What this task involves ->
Return copies of the lines below that mention "currentColor".

Dataset entries ->
* * *

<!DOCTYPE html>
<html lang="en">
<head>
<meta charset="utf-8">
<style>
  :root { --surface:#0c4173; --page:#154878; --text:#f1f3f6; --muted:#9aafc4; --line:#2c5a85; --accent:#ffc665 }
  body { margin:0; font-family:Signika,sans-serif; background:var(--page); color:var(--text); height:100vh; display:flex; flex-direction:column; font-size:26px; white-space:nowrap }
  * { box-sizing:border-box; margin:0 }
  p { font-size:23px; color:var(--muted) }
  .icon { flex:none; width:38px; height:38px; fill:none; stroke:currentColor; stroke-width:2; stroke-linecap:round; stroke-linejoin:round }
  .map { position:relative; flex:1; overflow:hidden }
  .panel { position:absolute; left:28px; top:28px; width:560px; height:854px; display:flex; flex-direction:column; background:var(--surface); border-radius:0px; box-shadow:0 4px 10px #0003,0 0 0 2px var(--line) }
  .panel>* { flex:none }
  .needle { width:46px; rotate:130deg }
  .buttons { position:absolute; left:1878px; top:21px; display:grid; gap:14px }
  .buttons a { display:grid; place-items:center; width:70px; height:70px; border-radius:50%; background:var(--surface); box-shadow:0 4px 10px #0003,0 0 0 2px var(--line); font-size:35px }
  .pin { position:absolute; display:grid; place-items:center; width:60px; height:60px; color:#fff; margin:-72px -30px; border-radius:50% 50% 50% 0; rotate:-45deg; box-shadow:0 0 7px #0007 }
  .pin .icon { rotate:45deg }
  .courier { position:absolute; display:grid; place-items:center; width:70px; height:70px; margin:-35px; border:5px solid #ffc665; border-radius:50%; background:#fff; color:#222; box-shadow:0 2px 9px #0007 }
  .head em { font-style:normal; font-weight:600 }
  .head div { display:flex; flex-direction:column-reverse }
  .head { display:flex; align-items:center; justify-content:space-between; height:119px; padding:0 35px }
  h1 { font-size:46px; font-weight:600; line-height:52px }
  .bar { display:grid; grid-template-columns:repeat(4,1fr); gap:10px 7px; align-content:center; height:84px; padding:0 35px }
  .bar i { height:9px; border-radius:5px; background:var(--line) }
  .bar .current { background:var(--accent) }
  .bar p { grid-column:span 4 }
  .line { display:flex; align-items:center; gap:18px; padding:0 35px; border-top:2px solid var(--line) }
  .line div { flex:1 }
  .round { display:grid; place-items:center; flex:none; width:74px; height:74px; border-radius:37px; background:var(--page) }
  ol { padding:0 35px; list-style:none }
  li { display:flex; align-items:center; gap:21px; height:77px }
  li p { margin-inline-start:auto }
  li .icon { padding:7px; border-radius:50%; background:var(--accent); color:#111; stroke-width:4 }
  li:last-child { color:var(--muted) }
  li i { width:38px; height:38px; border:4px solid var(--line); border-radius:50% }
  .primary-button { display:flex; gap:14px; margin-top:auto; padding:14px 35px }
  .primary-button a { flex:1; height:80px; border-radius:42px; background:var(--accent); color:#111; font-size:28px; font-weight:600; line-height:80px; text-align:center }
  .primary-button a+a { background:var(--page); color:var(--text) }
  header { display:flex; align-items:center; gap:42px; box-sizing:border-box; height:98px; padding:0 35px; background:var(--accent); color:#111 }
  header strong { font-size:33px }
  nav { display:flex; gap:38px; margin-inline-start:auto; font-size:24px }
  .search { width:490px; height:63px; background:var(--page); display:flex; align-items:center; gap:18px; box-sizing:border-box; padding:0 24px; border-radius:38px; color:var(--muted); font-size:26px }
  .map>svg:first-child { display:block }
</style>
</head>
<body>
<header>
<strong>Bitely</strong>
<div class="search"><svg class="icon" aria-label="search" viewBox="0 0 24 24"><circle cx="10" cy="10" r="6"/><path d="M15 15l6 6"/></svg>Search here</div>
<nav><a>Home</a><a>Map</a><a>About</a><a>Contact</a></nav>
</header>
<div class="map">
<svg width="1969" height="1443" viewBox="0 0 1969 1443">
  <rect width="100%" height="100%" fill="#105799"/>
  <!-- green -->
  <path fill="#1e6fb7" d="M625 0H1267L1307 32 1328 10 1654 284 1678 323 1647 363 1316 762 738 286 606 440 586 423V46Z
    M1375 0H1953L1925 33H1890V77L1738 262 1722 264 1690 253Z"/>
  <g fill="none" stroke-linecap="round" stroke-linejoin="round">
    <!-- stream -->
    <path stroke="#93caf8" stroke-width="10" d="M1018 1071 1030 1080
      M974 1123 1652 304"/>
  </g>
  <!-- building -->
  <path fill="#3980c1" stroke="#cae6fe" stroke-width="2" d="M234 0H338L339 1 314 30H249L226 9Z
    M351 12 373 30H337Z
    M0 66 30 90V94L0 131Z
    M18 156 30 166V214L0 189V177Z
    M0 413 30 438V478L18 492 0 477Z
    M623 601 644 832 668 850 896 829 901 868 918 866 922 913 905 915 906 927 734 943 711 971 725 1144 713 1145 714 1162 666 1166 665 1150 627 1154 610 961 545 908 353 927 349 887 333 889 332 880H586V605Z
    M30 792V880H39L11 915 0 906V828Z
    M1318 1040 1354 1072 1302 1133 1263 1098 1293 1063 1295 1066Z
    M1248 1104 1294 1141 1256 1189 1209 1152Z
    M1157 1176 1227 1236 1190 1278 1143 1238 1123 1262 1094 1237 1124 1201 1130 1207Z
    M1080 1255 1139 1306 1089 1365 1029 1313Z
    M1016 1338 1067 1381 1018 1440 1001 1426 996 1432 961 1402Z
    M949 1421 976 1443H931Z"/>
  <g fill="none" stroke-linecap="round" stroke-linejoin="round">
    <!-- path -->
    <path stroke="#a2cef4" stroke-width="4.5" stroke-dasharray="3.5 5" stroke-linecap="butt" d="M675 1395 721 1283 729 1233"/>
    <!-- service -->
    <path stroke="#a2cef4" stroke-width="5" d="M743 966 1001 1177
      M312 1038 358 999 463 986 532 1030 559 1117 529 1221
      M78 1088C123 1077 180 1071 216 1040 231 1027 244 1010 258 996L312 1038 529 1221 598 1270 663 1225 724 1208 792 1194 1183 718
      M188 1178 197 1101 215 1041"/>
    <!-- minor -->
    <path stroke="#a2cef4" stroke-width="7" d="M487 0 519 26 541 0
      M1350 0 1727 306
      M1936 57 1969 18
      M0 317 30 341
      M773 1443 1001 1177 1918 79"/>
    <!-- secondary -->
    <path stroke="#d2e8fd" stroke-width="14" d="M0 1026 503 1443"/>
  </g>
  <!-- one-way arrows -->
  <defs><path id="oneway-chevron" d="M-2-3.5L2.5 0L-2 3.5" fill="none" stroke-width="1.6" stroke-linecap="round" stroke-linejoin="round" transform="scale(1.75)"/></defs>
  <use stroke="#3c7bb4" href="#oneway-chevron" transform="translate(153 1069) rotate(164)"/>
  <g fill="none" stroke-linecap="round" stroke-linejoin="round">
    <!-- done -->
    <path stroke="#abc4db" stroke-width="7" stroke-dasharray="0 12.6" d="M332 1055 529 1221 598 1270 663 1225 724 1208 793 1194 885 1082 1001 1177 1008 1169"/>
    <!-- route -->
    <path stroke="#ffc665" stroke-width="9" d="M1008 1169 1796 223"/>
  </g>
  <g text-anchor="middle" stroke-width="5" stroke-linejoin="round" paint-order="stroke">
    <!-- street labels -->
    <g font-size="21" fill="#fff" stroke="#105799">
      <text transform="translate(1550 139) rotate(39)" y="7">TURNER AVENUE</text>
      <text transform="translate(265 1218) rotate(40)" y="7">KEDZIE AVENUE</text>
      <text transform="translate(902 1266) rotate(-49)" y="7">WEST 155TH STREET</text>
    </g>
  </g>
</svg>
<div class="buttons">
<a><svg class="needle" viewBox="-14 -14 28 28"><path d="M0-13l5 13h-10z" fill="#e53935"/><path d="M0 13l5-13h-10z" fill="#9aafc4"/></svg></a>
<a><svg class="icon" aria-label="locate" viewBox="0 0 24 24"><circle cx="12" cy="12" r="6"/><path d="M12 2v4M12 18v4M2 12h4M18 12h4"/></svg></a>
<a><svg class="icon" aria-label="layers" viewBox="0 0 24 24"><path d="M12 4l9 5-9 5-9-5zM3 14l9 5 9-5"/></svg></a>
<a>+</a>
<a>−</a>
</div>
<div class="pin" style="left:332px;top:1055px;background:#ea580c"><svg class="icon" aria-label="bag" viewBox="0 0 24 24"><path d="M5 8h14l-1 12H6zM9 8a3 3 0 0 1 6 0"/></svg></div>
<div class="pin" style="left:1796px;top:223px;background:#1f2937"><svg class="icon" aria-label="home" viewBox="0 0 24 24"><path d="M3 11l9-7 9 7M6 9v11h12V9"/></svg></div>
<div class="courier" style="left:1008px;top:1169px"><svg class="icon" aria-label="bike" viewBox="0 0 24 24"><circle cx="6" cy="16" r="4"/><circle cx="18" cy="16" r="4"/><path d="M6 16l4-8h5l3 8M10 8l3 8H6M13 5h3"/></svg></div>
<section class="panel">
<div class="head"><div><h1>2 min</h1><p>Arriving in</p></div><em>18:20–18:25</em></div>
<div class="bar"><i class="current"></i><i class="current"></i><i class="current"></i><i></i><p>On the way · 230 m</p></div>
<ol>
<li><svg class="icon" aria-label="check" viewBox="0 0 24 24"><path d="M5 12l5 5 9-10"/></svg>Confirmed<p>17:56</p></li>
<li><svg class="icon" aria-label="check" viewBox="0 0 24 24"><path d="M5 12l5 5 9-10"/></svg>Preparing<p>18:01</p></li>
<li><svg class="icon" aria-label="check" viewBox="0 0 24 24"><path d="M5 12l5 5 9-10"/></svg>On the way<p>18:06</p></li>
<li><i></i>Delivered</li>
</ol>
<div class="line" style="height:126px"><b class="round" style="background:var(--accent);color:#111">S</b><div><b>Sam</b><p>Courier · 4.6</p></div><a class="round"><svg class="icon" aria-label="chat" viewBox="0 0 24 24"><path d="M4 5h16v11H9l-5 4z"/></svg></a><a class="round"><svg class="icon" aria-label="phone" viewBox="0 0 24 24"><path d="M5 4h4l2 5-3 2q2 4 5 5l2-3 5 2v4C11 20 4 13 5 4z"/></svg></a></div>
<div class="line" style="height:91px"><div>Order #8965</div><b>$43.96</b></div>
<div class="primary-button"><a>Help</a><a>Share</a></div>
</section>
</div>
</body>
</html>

* * *

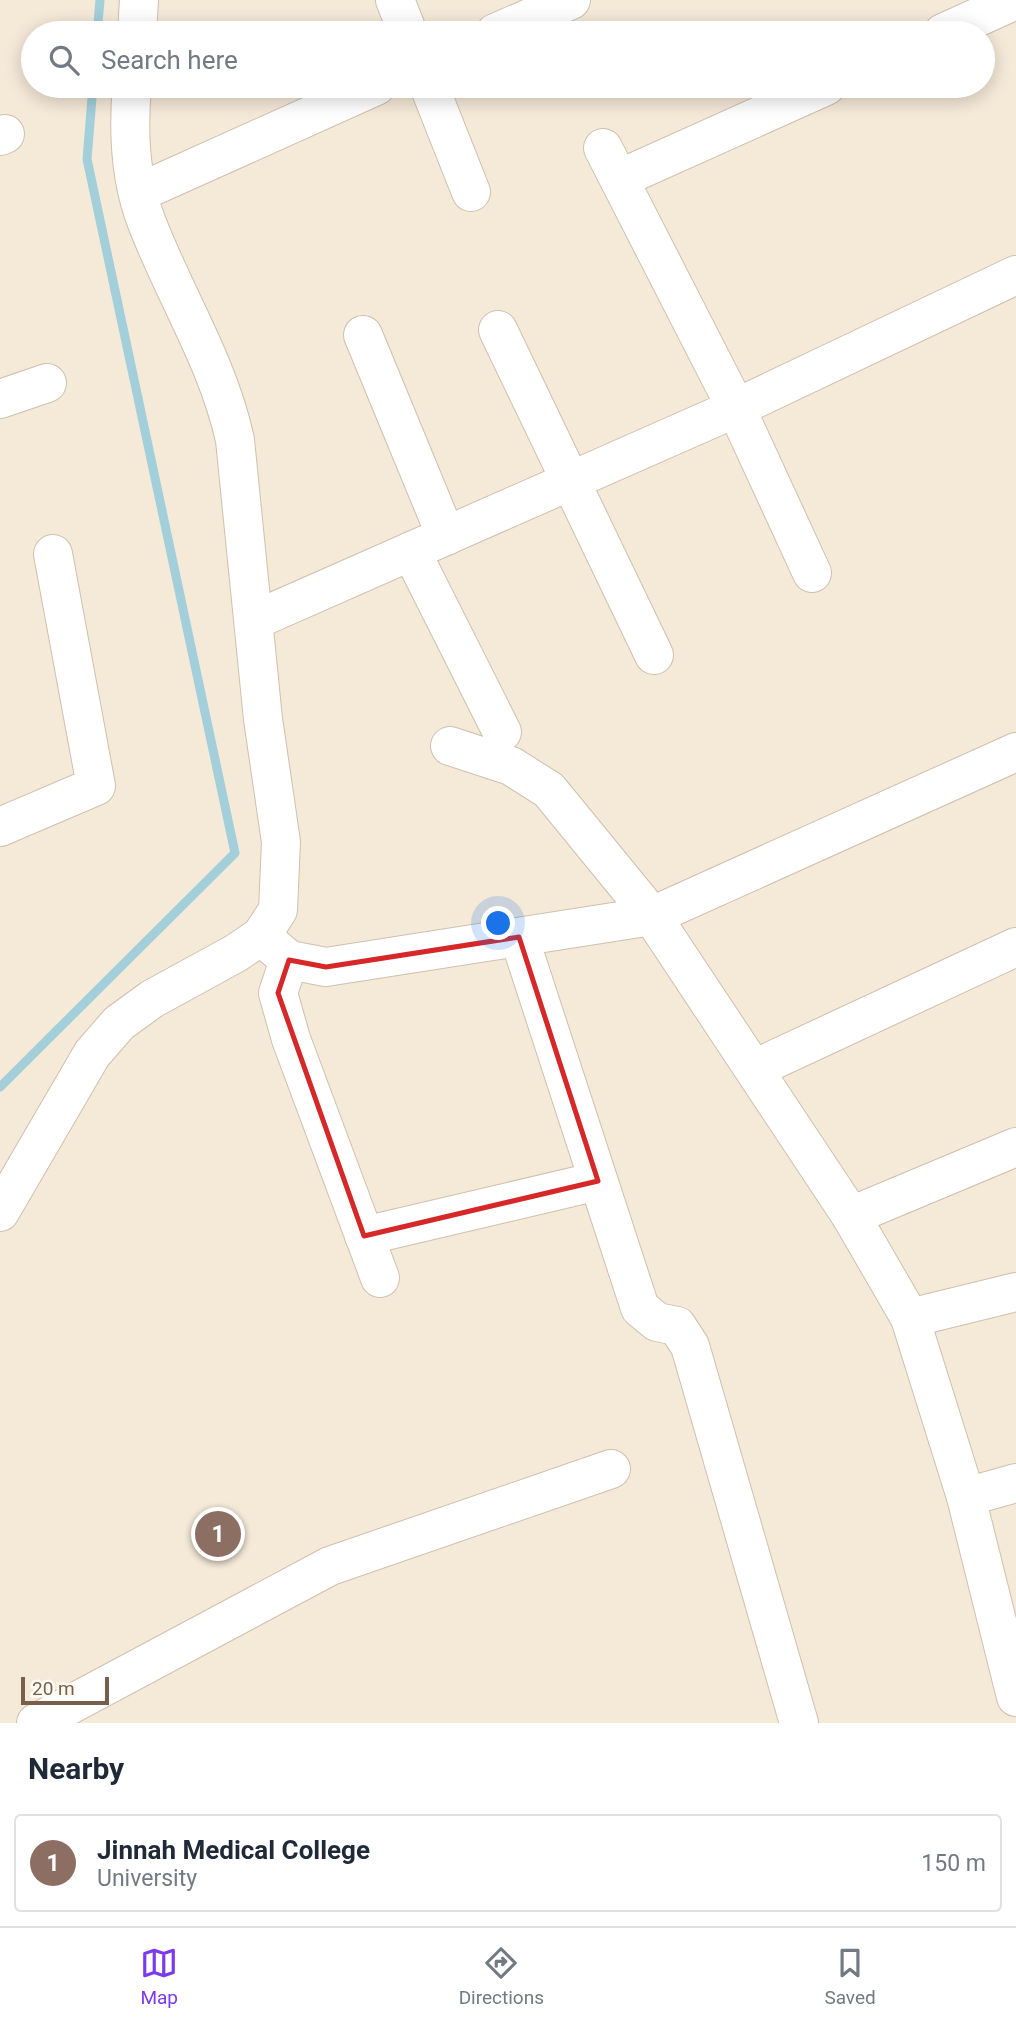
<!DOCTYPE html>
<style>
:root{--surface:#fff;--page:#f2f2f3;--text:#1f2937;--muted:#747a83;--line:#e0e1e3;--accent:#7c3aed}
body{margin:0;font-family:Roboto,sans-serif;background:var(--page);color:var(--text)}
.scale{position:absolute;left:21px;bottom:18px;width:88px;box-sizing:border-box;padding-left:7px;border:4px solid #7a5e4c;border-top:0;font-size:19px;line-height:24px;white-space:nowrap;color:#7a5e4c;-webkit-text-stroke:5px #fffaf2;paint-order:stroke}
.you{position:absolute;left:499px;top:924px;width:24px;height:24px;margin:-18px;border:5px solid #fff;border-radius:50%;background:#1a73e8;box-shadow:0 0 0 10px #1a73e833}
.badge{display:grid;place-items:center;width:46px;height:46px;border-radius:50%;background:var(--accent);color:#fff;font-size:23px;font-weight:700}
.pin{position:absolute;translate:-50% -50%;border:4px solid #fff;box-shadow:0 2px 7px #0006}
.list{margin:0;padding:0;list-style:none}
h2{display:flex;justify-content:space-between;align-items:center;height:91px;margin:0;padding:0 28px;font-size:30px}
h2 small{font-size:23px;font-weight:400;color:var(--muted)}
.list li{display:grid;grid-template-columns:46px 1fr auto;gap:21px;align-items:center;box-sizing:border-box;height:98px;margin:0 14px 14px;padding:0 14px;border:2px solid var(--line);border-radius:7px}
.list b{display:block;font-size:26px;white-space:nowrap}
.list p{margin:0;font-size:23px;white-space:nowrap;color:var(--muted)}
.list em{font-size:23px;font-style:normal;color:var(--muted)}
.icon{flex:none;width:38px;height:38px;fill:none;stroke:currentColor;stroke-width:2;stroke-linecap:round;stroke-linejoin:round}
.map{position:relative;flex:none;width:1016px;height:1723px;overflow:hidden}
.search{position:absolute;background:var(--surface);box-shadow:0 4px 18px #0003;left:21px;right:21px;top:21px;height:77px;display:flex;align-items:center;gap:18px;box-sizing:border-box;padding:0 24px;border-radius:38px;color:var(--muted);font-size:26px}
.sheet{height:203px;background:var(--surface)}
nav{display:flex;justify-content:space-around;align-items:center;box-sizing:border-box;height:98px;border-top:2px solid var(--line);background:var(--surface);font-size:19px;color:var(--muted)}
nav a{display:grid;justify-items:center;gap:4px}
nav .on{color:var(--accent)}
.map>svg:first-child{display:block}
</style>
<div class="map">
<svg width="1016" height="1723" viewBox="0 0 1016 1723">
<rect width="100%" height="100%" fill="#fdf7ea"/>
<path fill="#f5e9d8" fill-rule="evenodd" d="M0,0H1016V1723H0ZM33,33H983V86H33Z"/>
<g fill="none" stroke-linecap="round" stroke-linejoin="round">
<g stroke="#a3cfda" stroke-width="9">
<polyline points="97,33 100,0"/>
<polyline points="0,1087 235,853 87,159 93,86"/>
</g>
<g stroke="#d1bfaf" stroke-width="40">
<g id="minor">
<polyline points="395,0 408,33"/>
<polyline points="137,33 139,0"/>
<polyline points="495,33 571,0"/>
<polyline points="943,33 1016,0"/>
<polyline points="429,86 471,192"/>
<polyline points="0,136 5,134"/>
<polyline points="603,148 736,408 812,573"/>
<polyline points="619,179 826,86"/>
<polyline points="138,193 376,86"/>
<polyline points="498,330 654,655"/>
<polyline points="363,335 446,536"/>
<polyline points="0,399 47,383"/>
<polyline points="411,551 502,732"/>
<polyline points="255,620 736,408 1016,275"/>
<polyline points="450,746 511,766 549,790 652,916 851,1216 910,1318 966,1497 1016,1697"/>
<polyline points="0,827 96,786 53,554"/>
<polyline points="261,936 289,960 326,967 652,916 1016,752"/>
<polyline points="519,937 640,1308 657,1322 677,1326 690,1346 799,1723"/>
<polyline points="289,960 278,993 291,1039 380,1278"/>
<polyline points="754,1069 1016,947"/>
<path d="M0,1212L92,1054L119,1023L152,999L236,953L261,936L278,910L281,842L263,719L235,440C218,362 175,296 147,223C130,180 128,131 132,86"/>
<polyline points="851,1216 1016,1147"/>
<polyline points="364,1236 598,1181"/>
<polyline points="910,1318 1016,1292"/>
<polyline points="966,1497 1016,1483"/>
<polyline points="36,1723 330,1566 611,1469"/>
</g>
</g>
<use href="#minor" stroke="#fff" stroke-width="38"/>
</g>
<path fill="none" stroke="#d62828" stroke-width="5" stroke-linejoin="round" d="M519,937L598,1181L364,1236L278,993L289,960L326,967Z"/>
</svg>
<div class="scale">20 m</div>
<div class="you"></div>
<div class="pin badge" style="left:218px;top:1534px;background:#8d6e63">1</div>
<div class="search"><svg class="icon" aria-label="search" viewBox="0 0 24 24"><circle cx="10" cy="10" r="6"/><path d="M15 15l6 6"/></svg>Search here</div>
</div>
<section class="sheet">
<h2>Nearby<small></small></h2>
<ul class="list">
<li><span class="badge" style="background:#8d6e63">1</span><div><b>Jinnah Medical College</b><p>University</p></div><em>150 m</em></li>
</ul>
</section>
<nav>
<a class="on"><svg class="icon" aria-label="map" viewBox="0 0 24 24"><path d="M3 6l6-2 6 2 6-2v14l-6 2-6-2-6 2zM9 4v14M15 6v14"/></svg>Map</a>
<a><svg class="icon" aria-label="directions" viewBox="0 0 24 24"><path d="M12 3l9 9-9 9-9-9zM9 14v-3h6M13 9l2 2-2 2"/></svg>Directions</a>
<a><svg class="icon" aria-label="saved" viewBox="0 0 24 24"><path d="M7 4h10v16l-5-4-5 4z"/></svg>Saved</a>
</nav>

* * *

Result ->
  .icon { flex:none; width:38px; height:38px; fill:none; stroke:currentColor; stroke-width:2; stroke-linecap:round; stroke-linejoin:round }
.icon{flex:none;width:38px;height:38px;fill:none;stroke:currentColor;stroke-width:2;stroke-linecap:round;stroke-linejoin:round}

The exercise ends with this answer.